Among the entries that follow, how many lines contain the string "Makara"? Answer with that number only.

• • • • •

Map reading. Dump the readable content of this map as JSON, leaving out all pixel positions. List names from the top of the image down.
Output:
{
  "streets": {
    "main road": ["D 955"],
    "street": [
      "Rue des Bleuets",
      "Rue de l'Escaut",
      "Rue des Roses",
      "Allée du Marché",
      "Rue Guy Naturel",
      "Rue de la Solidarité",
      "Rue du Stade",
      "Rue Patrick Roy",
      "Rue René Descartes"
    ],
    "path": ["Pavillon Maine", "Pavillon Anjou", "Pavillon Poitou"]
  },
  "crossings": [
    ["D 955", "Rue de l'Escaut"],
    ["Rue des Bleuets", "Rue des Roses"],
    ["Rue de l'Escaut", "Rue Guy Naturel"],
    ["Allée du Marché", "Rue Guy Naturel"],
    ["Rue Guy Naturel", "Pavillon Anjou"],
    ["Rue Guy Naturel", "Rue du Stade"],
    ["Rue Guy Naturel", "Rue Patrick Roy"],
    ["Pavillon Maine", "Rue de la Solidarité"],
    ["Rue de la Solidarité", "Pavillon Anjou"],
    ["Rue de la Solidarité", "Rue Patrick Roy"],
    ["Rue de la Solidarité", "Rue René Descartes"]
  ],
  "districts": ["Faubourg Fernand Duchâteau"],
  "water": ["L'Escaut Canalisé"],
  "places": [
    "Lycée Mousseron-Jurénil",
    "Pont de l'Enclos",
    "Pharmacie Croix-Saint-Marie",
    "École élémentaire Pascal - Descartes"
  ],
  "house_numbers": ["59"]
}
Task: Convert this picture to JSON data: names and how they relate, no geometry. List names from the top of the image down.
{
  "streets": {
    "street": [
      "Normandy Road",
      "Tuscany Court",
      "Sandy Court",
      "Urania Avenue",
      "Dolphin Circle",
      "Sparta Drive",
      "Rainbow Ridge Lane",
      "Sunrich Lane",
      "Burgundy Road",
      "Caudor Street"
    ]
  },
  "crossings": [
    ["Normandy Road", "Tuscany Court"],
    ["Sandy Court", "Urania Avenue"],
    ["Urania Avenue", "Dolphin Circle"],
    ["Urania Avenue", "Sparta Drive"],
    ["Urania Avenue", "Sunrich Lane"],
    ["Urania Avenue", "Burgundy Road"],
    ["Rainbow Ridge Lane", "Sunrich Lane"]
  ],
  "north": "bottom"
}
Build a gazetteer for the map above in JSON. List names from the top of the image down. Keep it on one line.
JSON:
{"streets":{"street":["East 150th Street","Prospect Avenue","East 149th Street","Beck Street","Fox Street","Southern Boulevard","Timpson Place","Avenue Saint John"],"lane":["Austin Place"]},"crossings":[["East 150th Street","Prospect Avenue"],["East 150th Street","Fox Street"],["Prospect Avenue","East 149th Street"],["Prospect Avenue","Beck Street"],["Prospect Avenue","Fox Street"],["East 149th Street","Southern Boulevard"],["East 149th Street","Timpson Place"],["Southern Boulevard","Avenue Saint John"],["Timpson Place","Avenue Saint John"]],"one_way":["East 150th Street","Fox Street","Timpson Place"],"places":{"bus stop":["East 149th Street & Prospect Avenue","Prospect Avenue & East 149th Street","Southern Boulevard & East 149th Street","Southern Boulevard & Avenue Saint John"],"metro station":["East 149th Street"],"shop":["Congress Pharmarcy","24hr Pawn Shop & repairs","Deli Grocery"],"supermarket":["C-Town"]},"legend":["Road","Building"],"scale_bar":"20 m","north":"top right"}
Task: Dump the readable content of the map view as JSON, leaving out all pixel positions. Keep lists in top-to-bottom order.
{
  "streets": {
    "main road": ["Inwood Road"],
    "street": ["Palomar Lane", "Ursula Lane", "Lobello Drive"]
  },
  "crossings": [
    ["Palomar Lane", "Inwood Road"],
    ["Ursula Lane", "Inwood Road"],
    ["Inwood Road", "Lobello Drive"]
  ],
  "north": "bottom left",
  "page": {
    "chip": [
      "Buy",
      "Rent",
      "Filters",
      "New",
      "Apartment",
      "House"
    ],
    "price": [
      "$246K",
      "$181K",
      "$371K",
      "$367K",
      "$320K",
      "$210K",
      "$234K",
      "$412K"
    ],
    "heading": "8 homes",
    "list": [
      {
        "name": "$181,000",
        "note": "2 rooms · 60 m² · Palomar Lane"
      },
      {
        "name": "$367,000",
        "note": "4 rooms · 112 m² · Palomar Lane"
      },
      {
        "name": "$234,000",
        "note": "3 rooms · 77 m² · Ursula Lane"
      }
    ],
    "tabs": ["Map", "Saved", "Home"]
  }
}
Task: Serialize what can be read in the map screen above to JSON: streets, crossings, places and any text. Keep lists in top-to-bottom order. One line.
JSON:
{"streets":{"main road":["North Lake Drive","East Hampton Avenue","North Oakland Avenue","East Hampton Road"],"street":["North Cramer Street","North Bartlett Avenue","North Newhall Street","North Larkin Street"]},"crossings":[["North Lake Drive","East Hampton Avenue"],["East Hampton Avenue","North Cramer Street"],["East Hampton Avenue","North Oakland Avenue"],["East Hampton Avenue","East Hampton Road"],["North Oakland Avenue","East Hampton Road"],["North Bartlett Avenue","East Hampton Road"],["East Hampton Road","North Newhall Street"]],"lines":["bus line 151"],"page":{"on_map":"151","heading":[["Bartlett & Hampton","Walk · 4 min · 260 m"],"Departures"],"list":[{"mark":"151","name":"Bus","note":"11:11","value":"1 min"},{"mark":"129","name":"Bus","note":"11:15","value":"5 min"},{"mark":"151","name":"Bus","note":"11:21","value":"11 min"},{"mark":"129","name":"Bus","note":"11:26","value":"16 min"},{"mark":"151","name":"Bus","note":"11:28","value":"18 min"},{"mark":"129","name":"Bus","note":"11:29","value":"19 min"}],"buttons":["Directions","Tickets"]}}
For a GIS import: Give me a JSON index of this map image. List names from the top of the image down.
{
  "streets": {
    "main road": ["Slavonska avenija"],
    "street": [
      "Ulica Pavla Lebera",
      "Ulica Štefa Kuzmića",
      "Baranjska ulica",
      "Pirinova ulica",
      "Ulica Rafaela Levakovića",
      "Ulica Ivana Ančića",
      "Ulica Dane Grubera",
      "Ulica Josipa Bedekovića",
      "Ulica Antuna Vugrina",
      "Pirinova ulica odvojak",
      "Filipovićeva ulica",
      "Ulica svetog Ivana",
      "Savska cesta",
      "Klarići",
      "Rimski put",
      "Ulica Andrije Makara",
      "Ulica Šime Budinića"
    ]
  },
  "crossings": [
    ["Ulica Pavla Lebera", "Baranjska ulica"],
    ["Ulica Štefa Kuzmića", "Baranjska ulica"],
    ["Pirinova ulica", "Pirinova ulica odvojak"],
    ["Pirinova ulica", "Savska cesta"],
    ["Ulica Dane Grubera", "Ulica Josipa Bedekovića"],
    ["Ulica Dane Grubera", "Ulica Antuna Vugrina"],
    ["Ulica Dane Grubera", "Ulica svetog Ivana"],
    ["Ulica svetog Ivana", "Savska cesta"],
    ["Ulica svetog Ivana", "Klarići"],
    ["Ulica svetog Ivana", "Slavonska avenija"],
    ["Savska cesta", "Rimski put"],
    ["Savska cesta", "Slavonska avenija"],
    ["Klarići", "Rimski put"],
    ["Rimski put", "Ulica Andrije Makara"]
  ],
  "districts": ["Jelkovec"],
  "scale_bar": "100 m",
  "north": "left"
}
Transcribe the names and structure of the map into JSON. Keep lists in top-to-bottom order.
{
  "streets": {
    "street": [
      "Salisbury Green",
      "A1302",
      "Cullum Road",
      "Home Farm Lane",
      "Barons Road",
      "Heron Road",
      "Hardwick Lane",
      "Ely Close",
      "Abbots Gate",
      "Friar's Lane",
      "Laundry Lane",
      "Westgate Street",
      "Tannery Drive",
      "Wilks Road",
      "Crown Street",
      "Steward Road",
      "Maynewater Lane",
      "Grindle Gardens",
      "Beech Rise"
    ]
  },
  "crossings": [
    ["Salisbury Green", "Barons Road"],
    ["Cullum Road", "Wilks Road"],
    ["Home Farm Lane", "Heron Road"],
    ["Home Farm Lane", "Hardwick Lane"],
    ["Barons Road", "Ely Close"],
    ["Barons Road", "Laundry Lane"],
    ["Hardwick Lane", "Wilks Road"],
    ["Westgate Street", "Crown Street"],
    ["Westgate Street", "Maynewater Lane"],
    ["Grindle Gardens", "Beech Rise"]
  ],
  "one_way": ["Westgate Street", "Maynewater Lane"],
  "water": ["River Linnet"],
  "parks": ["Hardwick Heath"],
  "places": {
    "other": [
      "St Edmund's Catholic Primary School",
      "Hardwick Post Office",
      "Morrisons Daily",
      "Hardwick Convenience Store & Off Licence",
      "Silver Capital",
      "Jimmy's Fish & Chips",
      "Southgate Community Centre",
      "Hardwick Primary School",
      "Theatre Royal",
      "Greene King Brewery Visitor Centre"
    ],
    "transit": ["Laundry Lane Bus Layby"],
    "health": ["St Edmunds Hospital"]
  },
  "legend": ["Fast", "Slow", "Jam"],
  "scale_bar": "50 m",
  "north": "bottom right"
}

• • • • •

**Completed task**
2